Verwenden Sie den Skript-Editor, um Korrelations-Event-Werte für die ArcSight ESM -Integration zu formatieren

  • Freigeben Version: Washingtondc
  • Aktualisiert 1. Februar 2024
  • 1 Minute Lesedauer

    • Verwenden Sie zusätzlich zu den direkt zugeordneten Feldern aus den erfassten Korrelationsereigniswerten den Skript-Editor, um Feldwerte im Security Incident während des Zuordnungsschritts zu formatieren.

    Vorbereitungen

    Erforderliche Rolle: sn_si.admin

    Warum und wann dieser Vorgang ausgeführt wird

    Der Skript-Editor ändert die Werte eines ArcSight ESM -Korrelations-Event-Felds, sodass Werte, die vom Now Platform SIR -Security Incident unterstützt werden, der Kategorie, dem Konfigurationselement (CI), dem erkennbaren Element und anderen Security Incident-Feldern zugeordnet werden.

    In bestimmten Fällen werden ArcSight ESM Korrelationsereigniswerte Referenzfeldern wie „Kategorie“, „Configuration Item (CI)“ und „Erkennbares Element“ im Security Incident zugeordnet. Als Benutzer mit der Rolle sn_si.admin ziehen Sie es möglicherweise vor, die zugeordneten Event-Feldwerte zu bearbeiten, um Format- oder Datenwerte so zu übersetzen, dass sie den erwarteten Incident-Feldformaten und -Werten entsprechen. Wenn Sie den Wert eines Korrelationsereignisses ArcSight ESM in einen Wert übersetzen möchten, der von diesen Feldern im Security Incident SIR unterstützt wird, verwenden Sie den Skript-Editor.

    Prozedur

    1. Klicken Sie bei angezeigtem Zuordnungsformular auf den Link, um den Skript-Editor zu öffnen.
    2. Wählen Sie in der Auswahlliste ein Zielfeld für den Wert aus, den Sie bearbeiten möchten.
    3. Alternativ können Sie im Abschnitt SIR-Incident-Feldzuordnung auf das Klammersymbol [{}] neben einem Feld klicken, um den Skript-Editor für dieses Feld zu öffnen.
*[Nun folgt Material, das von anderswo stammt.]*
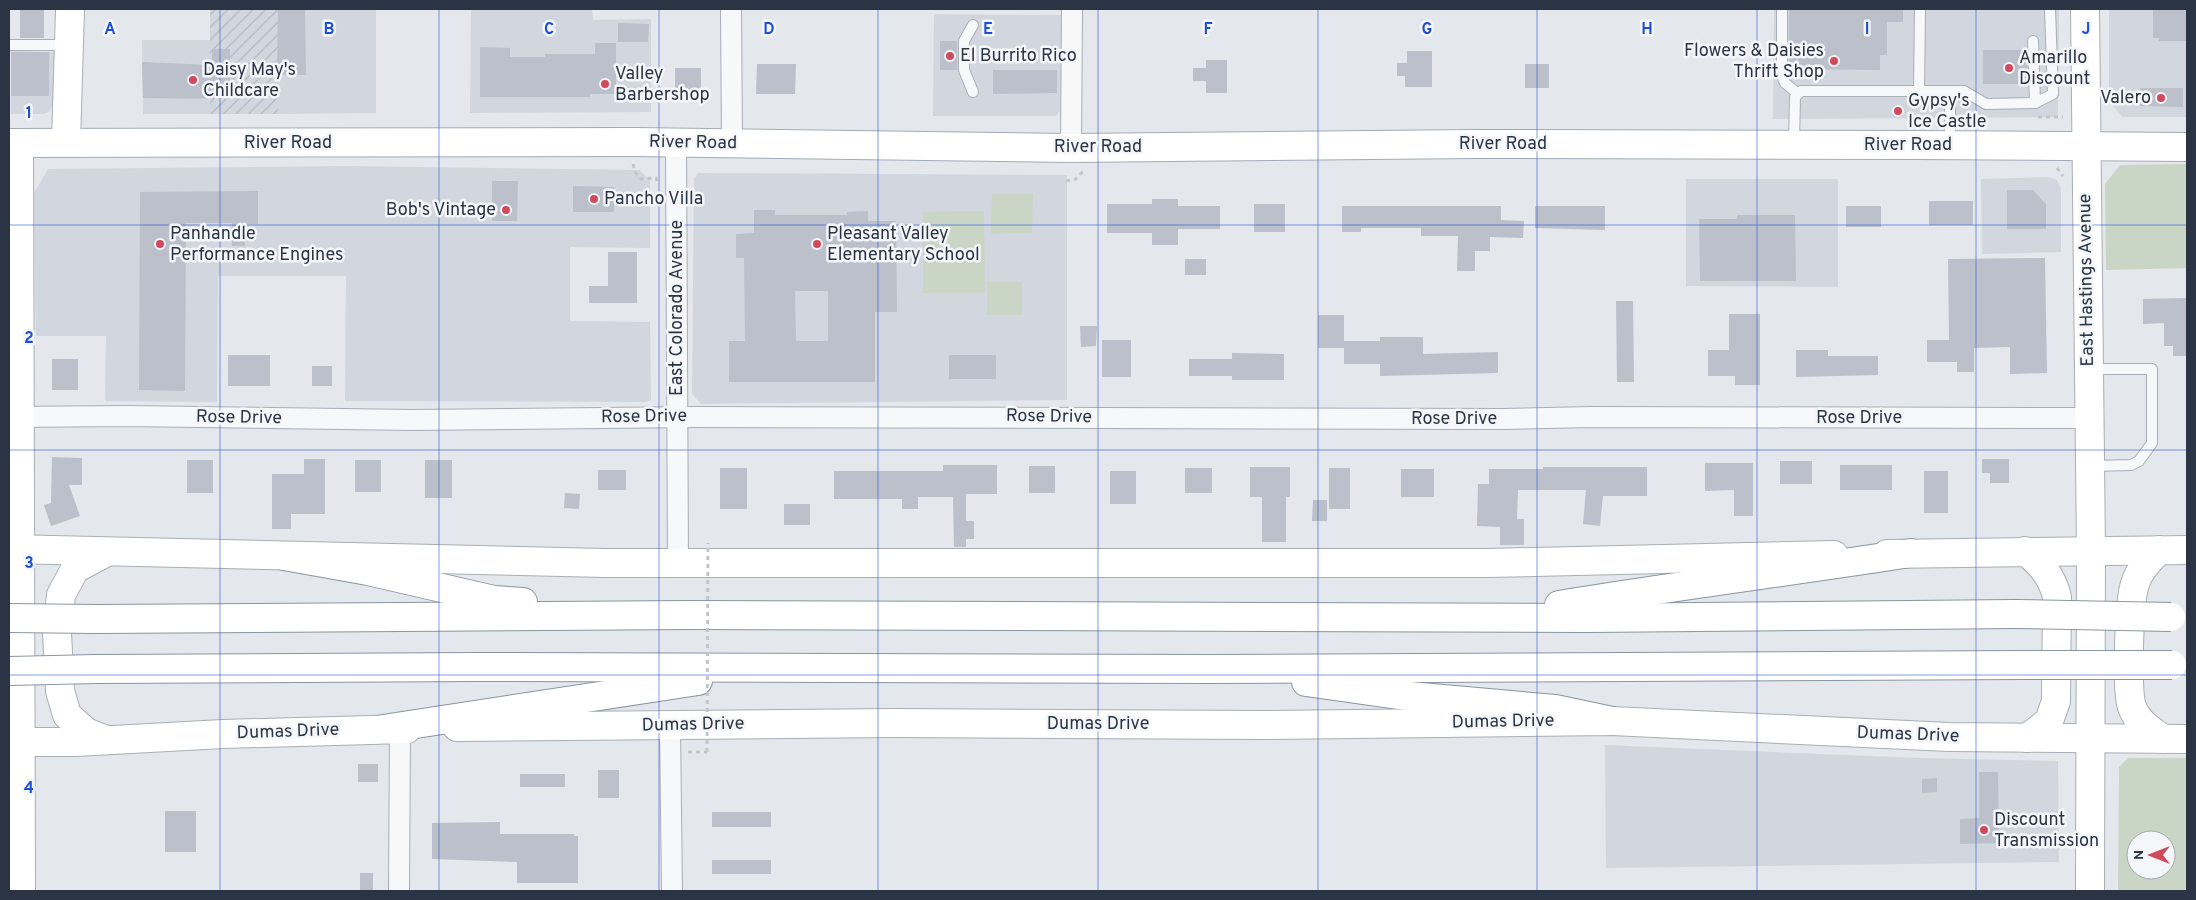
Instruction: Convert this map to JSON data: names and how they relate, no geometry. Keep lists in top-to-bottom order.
{
  "streets": {
    "main road": ["River Road", "East Hastings Avenue", "Dumas Drive"],
    "street": ["East Colorado Avenue", "Rose Drive"]
  },
  "crossings": [
    ["River Road", "East Hastings Avenue"],
    ["River Road", "East Colorado Avenue"],
    ["East Hastings Avenue", "Rose Drive"],
    ["East Hastings Avenue", "Dumas Drive"],
    ["East Colorado Avenue", "Rose Drive"]
  ],
  "places": [
    "El Burrito Rico",
    "Flowers & Daisies Thrift Shop",
    "Amarillo Discount",
    "Daisy May's Childcare",
    "Valley Barbershop",
    "Valero",
    "Gypsy's Ice Castle",
    "Pancho Villa",
    "Bob's Vintage",
    "Panhandle Performance Engines",
    "Pleasant Valley Elementary School",
    "Discount Transmission"
  ],
  "north": "left",
  "grid": {
    "columns": [
      "A",
      "B",
      "C",
      "D",
      "E",
      "F",
      "G",
      "H",
      "I",
      "J"
    ],
    "rows": [
      "1",
      "2",
      "3",
      "4"
    ]
  }
}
      In bestimmten Fällen kann eine Skripteinbindung für das Feld Configuration Item geeignet sein. Für ein Korrelationsereignis kann beispielsweise ein Wert für das Konfigurationselement nicht abgeglichen werden.

      Wie in der folgenden Abbildung dargestellt, können Sie, wenn in der Now Platform CMDB für das Feld „Konfigurationselement“ keine Übereinstimmung mit einem Hostnamen gefunden wird, die Regel so bearbeiten, dass das Feld „Konfigurationselement“ ausgefüllt wird, wenn eine IP-Adresse gefunden wird.

      Der Editor wird geöffnet, und das Feld wird in Zielfeld angezeigt.
    4. Geben Sie Änderungen am Skript ein, und klicken Sie auf Aktualisieren, um Ihre Änderungen zu speichern.
      Die Tabelle ArcSight ESM „ Feldübersetzungen“ wird angezeigt.
    5. Schließen Sie die Tabelle, um zum Formular „Zuordnung“ zurückzukehren.